Pelabuhan Yos Sudarso Ambon pun belum bisa melakukan kegiatan ekspor.
"Kami (Maluku), terutama kota Ambon tidak beroperasi lagi PT.Sucofindo sehingga produksi perkebunan daerah ini belum bisa diekspor dari sini," ujar Diana.
Karena itu, PT. Olop menjualnya ke Surabaya melalui perdagangan antarpulau, selanjutnya baru diekspor sehingga Maluku kehilangan nama produksi hasil perkebunan tersebut.
"Sistem perdagangan antarpulau memang merugikan nama Maluku yang produksi pala menjadi incaran bangsa asing sehingga terjadi penjajahan di Indonesia," kata Diana.
Data Badan Pusat Statistik (BPS) Provinsi Maluku tidak ada kegiatan ekspor hasil perkebunan Maluku setiap bulan dari pelabuhan Yos Sudarso Ambon.
Karena itu Pemerintah Provinsi Maluku berusaha agar PT. Sucofindo kembali beroperasi di Ambon karena hengkang akibat tragedi kemanusiaan pada 1999.

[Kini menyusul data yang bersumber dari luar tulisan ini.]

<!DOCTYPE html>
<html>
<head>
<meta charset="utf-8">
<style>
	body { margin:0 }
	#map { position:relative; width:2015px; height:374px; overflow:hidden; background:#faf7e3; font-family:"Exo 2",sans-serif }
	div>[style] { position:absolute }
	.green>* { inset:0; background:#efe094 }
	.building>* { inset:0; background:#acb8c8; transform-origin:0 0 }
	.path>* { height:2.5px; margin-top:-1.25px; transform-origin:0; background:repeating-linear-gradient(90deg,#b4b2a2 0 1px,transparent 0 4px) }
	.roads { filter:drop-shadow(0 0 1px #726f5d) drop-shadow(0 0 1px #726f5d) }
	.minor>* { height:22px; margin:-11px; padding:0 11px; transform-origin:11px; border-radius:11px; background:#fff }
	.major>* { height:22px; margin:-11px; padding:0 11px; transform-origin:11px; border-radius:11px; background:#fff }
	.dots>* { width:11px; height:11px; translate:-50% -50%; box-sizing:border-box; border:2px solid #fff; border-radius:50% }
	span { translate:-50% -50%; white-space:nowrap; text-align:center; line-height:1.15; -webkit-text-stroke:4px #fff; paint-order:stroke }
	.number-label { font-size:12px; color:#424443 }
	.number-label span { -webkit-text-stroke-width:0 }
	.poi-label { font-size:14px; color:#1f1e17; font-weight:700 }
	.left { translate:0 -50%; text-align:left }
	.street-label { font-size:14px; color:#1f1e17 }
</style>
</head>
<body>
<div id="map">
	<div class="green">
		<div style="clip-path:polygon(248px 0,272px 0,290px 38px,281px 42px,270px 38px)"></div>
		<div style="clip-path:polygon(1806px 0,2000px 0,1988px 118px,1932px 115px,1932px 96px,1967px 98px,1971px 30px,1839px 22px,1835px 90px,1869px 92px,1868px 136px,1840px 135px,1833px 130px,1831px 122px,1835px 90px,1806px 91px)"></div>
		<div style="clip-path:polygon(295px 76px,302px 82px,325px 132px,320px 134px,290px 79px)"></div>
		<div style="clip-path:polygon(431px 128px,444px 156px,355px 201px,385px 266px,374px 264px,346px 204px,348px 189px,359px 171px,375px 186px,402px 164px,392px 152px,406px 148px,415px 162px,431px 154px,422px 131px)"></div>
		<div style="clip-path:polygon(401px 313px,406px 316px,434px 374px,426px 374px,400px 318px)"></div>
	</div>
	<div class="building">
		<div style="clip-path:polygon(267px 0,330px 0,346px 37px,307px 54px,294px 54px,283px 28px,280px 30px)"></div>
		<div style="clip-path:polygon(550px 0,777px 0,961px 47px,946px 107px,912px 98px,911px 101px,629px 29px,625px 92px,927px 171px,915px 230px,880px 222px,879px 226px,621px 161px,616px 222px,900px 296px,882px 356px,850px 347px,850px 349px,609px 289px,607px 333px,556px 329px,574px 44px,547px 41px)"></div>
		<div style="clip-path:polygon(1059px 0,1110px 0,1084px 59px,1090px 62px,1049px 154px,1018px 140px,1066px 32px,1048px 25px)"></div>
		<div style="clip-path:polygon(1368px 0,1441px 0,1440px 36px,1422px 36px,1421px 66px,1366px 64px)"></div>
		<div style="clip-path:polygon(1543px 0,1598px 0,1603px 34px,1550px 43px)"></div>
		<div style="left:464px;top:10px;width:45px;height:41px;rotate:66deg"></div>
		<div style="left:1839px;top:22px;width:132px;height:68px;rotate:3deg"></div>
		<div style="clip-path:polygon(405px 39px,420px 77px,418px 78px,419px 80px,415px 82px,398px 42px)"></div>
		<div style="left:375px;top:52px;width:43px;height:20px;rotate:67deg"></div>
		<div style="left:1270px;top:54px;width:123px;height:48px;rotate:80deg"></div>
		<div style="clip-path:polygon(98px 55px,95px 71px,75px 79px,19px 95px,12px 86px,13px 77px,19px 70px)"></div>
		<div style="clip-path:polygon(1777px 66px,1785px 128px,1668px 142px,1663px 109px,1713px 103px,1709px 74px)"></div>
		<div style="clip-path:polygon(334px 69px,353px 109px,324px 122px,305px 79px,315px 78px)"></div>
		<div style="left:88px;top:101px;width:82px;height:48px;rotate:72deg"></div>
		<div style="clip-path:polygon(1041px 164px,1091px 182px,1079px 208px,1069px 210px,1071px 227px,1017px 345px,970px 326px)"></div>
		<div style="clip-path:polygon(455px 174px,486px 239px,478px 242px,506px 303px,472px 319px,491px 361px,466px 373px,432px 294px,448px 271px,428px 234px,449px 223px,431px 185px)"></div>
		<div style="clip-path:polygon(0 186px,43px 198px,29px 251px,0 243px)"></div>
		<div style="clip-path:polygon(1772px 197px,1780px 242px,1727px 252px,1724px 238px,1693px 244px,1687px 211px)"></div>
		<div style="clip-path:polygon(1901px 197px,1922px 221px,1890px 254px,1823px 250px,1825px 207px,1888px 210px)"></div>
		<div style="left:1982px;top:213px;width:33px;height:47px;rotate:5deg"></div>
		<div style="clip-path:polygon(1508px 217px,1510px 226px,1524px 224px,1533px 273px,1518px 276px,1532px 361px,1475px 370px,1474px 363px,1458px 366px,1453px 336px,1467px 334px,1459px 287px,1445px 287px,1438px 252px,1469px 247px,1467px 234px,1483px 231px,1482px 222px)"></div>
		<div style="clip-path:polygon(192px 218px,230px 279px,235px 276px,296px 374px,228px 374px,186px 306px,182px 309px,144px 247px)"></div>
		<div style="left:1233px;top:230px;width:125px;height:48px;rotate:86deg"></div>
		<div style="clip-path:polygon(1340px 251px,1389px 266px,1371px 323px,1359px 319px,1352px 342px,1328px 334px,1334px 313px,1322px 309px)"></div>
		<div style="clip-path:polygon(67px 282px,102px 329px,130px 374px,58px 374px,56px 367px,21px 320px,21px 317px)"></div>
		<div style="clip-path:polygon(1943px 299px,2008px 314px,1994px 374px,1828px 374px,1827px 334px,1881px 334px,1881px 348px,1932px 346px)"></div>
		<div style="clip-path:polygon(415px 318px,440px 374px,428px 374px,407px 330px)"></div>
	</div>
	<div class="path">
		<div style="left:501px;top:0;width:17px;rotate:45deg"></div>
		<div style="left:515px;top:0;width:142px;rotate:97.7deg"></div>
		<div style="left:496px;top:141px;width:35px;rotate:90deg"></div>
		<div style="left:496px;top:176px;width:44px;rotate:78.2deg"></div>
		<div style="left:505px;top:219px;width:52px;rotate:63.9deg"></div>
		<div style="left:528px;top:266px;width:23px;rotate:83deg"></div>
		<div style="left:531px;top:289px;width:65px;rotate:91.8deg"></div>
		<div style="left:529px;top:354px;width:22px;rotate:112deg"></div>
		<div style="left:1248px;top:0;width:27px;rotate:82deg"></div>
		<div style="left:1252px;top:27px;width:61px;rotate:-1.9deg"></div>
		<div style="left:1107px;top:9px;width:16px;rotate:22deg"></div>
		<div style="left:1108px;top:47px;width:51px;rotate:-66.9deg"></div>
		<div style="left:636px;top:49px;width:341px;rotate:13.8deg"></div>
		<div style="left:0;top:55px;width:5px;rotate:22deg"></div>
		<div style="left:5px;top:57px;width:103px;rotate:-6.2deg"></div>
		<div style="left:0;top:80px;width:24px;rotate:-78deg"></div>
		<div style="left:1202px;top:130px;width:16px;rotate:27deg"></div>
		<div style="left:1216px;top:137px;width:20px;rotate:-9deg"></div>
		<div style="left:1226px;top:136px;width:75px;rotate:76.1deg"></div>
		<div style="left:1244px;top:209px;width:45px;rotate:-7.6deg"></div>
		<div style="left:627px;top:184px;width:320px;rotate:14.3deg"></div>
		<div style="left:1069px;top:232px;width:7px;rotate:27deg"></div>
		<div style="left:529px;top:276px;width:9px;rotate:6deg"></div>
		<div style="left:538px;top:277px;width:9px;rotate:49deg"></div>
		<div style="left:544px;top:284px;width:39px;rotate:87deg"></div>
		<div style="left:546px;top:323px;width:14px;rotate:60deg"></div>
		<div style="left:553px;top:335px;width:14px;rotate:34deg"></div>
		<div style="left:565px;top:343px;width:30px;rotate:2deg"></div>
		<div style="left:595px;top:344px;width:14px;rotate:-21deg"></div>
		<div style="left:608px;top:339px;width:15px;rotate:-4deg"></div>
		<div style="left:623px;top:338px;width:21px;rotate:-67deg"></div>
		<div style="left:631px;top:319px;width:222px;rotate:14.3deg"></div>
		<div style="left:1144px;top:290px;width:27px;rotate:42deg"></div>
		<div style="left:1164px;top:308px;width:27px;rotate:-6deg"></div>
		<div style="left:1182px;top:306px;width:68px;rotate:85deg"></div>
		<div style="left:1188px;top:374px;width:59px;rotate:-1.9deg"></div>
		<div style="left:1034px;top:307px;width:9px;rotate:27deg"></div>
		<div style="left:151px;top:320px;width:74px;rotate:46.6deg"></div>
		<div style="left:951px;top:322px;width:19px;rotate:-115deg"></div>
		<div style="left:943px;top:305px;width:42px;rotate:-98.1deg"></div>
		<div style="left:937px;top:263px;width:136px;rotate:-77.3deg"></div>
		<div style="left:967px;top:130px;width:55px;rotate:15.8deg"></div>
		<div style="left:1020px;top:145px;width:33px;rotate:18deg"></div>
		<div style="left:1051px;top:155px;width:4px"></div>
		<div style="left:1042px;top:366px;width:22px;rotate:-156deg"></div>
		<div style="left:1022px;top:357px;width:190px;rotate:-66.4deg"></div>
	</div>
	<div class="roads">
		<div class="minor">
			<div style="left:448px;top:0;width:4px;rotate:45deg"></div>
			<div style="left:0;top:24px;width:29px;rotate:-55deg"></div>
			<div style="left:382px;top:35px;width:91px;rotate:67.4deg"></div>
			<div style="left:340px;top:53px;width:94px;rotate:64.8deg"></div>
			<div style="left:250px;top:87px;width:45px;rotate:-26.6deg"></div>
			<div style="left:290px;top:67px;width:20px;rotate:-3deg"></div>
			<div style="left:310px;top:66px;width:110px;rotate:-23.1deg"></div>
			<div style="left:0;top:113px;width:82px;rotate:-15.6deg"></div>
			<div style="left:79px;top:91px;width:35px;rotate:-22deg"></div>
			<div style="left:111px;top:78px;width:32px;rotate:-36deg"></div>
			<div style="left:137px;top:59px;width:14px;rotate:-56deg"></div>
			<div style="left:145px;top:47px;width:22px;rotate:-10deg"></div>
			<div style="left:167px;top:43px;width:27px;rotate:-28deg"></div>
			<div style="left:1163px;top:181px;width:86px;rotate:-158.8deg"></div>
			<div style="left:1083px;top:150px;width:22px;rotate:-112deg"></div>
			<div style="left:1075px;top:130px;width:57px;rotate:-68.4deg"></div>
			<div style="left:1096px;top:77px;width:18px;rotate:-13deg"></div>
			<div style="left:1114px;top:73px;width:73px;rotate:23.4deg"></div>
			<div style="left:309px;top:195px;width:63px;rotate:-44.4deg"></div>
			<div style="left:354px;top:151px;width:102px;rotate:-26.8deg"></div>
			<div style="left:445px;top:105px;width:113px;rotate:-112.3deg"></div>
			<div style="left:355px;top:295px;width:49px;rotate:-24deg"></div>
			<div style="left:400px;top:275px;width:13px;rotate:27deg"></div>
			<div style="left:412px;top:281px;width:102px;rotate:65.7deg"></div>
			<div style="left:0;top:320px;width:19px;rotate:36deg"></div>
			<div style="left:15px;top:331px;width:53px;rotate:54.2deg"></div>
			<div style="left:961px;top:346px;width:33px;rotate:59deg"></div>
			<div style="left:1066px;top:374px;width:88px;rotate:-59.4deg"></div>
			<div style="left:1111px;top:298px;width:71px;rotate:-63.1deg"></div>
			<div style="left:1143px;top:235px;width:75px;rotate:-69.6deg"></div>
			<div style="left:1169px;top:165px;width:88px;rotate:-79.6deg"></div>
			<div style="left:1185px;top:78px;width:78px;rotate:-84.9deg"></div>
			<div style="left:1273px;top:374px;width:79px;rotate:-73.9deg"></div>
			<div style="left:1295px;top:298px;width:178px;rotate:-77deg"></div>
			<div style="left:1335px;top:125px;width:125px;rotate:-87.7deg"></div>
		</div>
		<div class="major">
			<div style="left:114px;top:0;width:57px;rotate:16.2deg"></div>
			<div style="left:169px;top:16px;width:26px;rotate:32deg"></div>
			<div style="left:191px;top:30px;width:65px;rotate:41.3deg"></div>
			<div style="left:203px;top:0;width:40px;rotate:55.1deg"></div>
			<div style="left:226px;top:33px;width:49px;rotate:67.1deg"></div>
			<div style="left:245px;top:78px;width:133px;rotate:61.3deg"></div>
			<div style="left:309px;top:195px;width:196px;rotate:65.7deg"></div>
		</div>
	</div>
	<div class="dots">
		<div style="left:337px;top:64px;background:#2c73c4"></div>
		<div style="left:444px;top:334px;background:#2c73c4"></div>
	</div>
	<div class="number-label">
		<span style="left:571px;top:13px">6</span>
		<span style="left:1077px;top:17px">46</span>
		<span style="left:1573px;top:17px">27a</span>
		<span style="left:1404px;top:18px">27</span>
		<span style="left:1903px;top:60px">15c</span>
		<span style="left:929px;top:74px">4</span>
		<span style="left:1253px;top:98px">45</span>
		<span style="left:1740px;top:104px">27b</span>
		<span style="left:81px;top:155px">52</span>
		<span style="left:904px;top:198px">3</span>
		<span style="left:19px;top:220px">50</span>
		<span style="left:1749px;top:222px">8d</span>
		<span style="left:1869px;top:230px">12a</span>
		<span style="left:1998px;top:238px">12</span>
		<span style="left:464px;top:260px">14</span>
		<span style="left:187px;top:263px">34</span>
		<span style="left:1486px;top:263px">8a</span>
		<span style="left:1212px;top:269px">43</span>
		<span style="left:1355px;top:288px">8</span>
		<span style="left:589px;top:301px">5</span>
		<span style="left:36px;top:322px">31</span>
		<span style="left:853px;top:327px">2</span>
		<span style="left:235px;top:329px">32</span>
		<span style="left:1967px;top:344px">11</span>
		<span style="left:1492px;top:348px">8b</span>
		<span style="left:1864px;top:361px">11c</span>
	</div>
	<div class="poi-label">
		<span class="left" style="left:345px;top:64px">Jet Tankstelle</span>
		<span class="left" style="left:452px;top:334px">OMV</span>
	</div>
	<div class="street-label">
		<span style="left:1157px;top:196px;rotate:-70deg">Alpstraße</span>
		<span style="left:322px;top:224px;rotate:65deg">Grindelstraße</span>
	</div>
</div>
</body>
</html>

Dia mengakui, PT. Sucofindo diminta beroperasi kembali di Ambon telah dibicarakan dengan Dinas Perindustrian dan Perdagangan (Disperindag) Maluku guna mendukung kelancaran ekspor.
"Pastinya kualitas ekspor produksi hasil perkebunan Maluku lebih terjamin karena tidak lagi melalui pelabuhan Surabaya dan lebih ekonomis karena hanya melalui satu pintu keluar," tandas Diana. (MP-5)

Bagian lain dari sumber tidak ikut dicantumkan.